Task prompt.
In the material below, find all lines with the string "Road" and copy them.

--- START ---

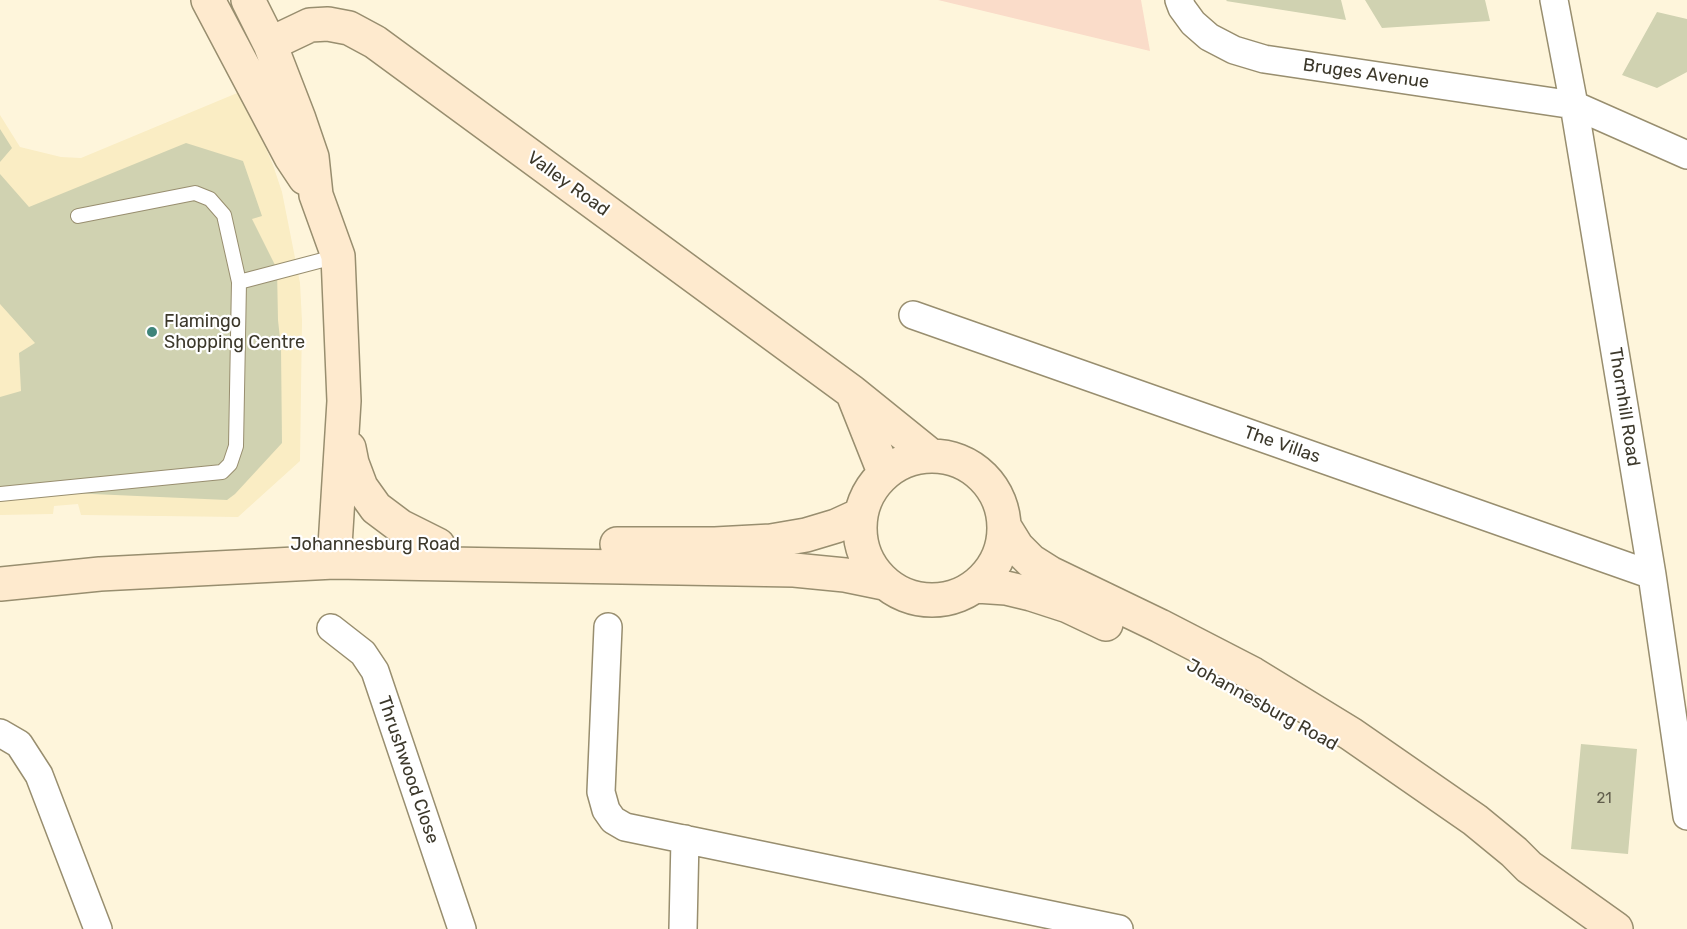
<!DOCTYPE html>
<style>
body{margin:0}
canvas{display:block;background:#fef5db}
</style>
<canvas width="1687" height="929"></canvas>
<script>
const context = document.querySelector('canvas').getContext('2d');
context.lineJoin = 'round';
function fill(path, color) { context.fillStyle = color; context.fill(path, 'evenodd'); }
const shape = rows => new Path2D(rows.map(r => 'M' + r).join(''));
function strokePath(path, color, width, dash) { context.strokeStyle = color; context.lineWidth = width; context.lineCap = dash ? 'butt' : 'round'; context.setLineDash(dash || []); context.stroke(path); }
function label(font, color, halo, rows, align = 'center') {
  context.font = font + ' Rubik,sans-serif'; context.lineWidth = 4.5; context.setLineDash([]); context.textBaseline = 'middle'; context.strokeStyle = halo; context.fillStyle = color; for (const [text, x, y, turn = 0] of rows) {
    context.save(); context.translate(x, y); context.rotate((+turn || 0) * Math.PI / 180); context.textAlign = isNaN(turn) ? turn : align; if (halo) context.strokeText(text, 0, 0); context.fillText(text, 0, 0); context.restore();
  }
}
fill(shape([
 [242,91,273,165,282,192,300,283,302,321,300,461,238,517,81,515,78,504,54,506,53,514,0,515,0,115,20,147,61,157,81,158]
]), '#faedc4');
fill(shape([
 [938,0,1141,0,1150,51]
]), '#fadcc9');
fill(shape([
 [1227,0,1341,0,1346,20,1226,1],
 [1365,0,1485,0,1490,21,1382,28],
 [1657,12,1687,19,1687,72,1657,88,1622,75],
 [0,129,12,148,0,162],
 [186,143,243,161,262,216,252,219,277,269,278,320,281,348,282,443,235,494,227,500,70,493,0,495,0,397,21,391,19,353,35,343,0,304,0,174,29,207],
 [1581,744,1637,749,1628,854,1571,849]
]), '#d0d2b1');
const lane = shape([
 [78,216,195,193,210,199,224,215,239,282,338,256],
 [0,494,222,472,230,464,236,446,239,282]
]);
const street = shape([
 [1179,0,1182,8,1193,23,1209,37,1234,50,1264,59,1574,105,1687,155],
 [1554,0,1574,105,1652,575,1687,816],
 [913,315,1652,575],
 [608,627,601,792,606,810,613,820,625,827,1119,929],
 [331,628,363,653,375,671,462,929],
 [0,733,19,744,39,775,98,929],
 [683,929,685,839]
]);
const secondary = shape([
 [208,0,291,157,305,178],
 [248,0,270,44,299,119,312,157,316,195,338,256,344,401,334,562],
 [270,44,310,25,328,24,349,28,375,42,852,392,930,455],
 [853,394,884,472],
 [349,448,352,463,361,487,376,508,400,526,438,545],
 '860 528a72 72 0 1 1 144 0a72 72 0 1 1-144 0Z',
 [1004,526,1017,547,1031,561,1050,573,1160,626,1253,674,1351,734,1475,820,1514,852,1529,867,1616,929],
 [617,544,715,544,771,541,806,535,836,526,860,515],
 [0,584,100,574,334,562,794,570,845,575,884,583],
 [976,586,1006,588,1031,594,1068,606,1106,624]
]);
strokePath(lane, '#988e6f', 16);
strokePath(street, '#988e6f', 30);
strokePath(secondary, '#988e6f', 36);
strokePath(lane, '#fff', 14);
strokePath(street, '#fff', 27);
strokePath(secondary, '#feeace', 33);
for (const [x, y, r, color] of [
 [152,332,6,"#3e847a"]
]) { const dot = new Path2D(); dot.arc(x, y, r, 0, 2 * Math.PI); context.fillStyle = color; context.fill(dot); strokePath(dot, '#fff', 2); }
label('15px', '#615e4c', null, [
 ["21",1604,799]
]);
label('18px', '#3c382b', '#fff', [
 ["Bruges Avenue",1366,74,8],
 ["Valley Road",568,184,36],
 ["Thornhill Road",1624,407,81],
 ["The Villas",1282,445,19],
 ["Johannesburg Road",375,545],
 ["Johannesburg Road",1262,705,29],
 ["Thrushwood Close",408,770,71]
]);
label('18px', '#3c382b', '#fff', [
 ["Flamingo",164,322],
 ["Shopping Centre",164,343]
], 'left');
</script>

--- END ---

Solution to the exercise.
 ["Valley Road",568,184,36],
 ["Thornhill Road",1624,407,81],
 ["Johannesburg Road",375,545],
 ["Johannesburg Road",1262,705,29],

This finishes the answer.